[Collected data entries]
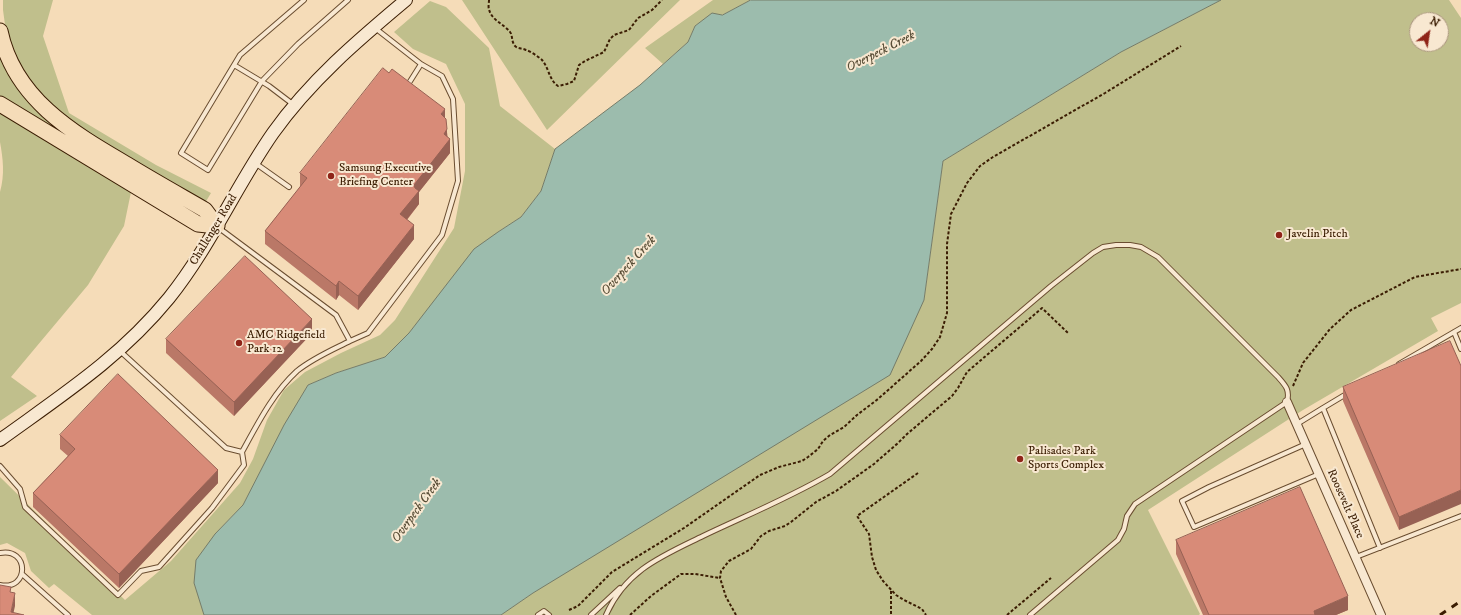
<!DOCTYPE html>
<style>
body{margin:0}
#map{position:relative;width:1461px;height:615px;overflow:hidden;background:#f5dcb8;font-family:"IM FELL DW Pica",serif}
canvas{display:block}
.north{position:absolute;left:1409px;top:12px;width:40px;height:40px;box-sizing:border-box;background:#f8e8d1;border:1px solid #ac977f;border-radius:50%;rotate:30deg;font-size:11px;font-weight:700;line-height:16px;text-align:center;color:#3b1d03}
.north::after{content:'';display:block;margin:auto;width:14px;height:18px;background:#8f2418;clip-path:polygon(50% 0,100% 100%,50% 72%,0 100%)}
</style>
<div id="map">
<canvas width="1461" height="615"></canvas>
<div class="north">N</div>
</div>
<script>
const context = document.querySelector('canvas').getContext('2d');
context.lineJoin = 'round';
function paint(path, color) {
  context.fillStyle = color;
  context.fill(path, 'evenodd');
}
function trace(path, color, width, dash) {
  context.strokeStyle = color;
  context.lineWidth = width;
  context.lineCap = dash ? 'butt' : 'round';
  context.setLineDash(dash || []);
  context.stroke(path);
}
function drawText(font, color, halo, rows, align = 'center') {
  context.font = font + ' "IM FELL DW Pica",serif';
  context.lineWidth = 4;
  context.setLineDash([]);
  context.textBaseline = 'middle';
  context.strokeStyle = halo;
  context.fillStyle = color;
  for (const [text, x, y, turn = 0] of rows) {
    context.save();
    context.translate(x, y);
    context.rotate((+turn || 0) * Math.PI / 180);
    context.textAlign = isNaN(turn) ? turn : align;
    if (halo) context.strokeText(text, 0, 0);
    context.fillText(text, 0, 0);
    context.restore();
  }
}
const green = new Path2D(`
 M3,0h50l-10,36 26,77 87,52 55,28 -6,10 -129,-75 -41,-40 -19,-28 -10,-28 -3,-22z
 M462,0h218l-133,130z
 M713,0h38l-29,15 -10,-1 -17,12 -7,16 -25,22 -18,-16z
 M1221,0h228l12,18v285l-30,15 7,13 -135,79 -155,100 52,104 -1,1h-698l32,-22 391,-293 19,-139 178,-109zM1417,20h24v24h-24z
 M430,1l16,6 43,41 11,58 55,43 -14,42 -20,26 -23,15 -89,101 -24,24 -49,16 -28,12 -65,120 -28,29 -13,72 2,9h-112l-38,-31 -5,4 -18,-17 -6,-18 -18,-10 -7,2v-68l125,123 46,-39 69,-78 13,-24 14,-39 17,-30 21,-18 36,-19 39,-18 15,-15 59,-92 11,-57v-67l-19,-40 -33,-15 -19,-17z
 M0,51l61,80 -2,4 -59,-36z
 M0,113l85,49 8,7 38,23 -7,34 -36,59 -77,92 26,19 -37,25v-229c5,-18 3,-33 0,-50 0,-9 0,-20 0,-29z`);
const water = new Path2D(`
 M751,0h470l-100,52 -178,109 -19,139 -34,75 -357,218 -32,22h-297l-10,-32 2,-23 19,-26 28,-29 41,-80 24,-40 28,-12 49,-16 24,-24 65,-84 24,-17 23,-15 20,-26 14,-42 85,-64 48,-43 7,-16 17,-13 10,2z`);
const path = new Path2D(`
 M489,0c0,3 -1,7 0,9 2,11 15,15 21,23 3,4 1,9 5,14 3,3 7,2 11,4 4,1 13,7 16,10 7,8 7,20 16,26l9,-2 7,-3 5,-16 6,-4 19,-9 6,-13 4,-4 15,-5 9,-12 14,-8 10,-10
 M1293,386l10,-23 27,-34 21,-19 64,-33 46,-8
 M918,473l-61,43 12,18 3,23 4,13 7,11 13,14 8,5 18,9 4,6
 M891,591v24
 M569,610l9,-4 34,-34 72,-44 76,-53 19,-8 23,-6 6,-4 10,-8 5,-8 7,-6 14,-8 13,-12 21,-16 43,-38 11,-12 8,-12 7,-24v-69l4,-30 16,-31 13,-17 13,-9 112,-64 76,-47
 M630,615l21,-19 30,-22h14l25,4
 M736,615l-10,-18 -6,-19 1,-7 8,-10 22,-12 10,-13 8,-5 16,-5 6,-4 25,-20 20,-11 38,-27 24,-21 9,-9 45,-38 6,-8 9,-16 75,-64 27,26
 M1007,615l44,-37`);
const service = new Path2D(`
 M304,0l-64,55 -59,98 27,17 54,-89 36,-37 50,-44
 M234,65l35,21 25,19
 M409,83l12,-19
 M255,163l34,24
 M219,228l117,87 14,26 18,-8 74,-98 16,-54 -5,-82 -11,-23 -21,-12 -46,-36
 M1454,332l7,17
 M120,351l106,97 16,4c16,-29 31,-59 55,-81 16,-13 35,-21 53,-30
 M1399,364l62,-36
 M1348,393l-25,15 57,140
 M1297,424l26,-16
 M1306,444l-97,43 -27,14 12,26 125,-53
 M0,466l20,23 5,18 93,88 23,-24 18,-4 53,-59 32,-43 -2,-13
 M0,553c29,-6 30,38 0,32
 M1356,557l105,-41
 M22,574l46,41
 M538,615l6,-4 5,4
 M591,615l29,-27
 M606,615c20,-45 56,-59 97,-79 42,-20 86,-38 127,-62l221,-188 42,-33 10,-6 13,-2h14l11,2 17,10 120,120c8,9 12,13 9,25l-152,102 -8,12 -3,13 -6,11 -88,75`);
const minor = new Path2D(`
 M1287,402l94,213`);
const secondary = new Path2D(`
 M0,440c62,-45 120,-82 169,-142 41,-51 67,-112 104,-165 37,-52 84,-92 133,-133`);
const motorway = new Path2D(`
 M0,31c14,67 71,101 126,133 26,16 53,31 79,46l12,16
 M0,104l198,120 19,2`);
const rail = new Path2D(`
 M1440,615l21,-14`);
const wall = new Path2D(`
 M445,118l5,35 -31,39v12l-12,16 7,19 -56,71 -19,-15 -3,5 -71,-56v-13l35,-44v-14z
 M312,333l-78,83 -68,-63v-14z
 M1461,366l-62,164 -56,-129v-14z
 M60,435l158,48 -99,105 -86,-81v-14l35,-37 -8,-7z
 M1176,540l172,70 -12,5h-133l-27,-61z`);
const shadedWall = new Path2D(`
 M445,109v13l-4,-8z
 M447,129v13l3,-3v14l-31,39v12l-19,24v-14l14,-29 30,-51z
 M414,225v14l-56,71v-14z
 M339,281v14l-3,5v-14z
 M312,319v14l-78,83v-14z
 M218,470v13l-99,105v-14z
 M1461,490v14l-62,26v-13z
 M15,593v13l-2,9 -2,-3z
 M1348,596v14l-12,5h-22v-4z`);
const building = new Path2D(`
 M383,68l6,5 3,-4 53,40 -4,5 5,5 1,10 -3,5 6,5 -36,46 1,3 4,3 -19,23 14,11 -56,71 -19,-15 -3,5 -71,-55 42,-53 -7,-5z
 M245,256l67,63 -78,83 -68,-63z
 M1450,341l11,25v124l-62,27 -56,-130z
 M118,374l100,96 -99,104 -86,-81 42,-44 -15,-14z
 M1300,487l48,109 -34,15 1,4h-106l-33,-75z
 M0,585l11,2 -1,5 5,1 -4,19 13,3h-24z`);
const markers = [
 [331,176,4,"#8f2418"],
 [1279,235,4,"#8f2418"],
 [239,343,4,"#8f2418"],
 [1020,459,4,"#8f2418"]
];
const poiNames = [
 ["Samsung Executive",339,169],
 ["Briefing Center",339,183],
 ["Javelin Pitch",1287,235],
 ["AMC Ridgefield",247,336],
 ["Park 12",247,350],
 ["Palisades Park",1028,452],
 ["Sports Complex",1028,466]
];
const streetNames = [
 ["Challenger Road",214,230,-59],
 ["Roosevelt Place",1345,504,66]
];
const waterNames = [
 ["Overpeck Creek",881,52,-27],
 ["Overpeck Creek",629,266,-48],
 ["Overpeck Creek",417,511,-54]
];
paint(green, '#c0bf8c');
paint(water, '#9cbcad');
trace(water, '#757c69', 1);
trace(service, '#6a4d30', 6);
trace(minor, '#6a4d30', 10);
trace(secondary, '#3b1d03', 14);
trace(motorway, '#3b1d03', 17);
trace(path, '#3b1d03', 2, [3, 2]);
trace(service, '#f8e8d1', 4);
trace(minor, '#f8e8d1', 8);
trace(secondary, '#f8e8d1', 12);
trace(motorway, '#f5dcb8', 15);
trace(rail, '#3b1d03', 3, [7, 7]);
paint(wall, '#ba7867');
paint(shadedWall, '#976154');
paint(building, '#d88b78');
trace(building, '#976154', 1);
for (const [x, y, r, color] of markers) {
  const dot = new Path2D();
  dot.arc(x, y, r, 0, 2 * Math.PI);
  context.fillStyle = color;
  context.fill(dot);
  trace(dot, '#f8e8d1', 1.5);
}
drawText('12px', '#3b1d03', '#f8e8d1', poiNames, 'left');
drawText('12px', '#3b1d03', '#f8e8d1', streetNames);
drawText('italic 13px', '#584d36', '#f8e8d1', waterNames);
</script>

◆ Exercise instructions:
Above are the records. Print exactly, and only, the lines from the line with "context.strokeStyle = halo;" to the line with "M0,51l61,80 -2,4 -59,-36z", both inclusive.

◆ Answer to this task:
  context.strokeStyle = halo;
  context.fillStyle = color;
  for (const [text, x, y, turn = 0] of rows) {
    context.save();
    context.translate(x, y);
    context.rotate((+turn || 0) * Math.PI / 180);
    context.textAlign = isNaN(turn) ? turn : align;
    if (halo) context.strokeText(text, 0, 0);
    context.fillText(text, 0, 0);
    context.restore();
  }
}
const green = new Path2D(`
 M3,0h50l-10,36 26,77 87,52 55,28 -6,10 -129,-75 -41,-40 -19,-28 -10,-28 -3,-22z
 M462,0h218l-133,130z
 M713,0h38l-29,15 -10,-1 -17,12 -7,16 -25,22 -18,-16z
 M1221,0h228l12,18v285l-30,15 7,13 -135,79 -155,100 52,104 -1,1h-698l32,-22 391,-293 19,-139 178,-109zM1417,20h24v24h-24z
 M430,1l16,6 43,41 11,58 55,43 -14,42 -20,26 -23,15 -89,101 -24,24 -49,16 -28,12 -65,120 -28,29 -13,72 2,9h-112l-38,-31 -5,4 -18,-17 -6,-18 -18,-10 -7,2v-68l125,123 46,-39 69,-78 13,-24 14,-39 17,-30 21,-18 36,-19 39,-18 15,-15 59,-92 11,-57v-67l-19,-40 -33,-15 -19,-17z
 M0,51l61,80 -2,4 -59,-36z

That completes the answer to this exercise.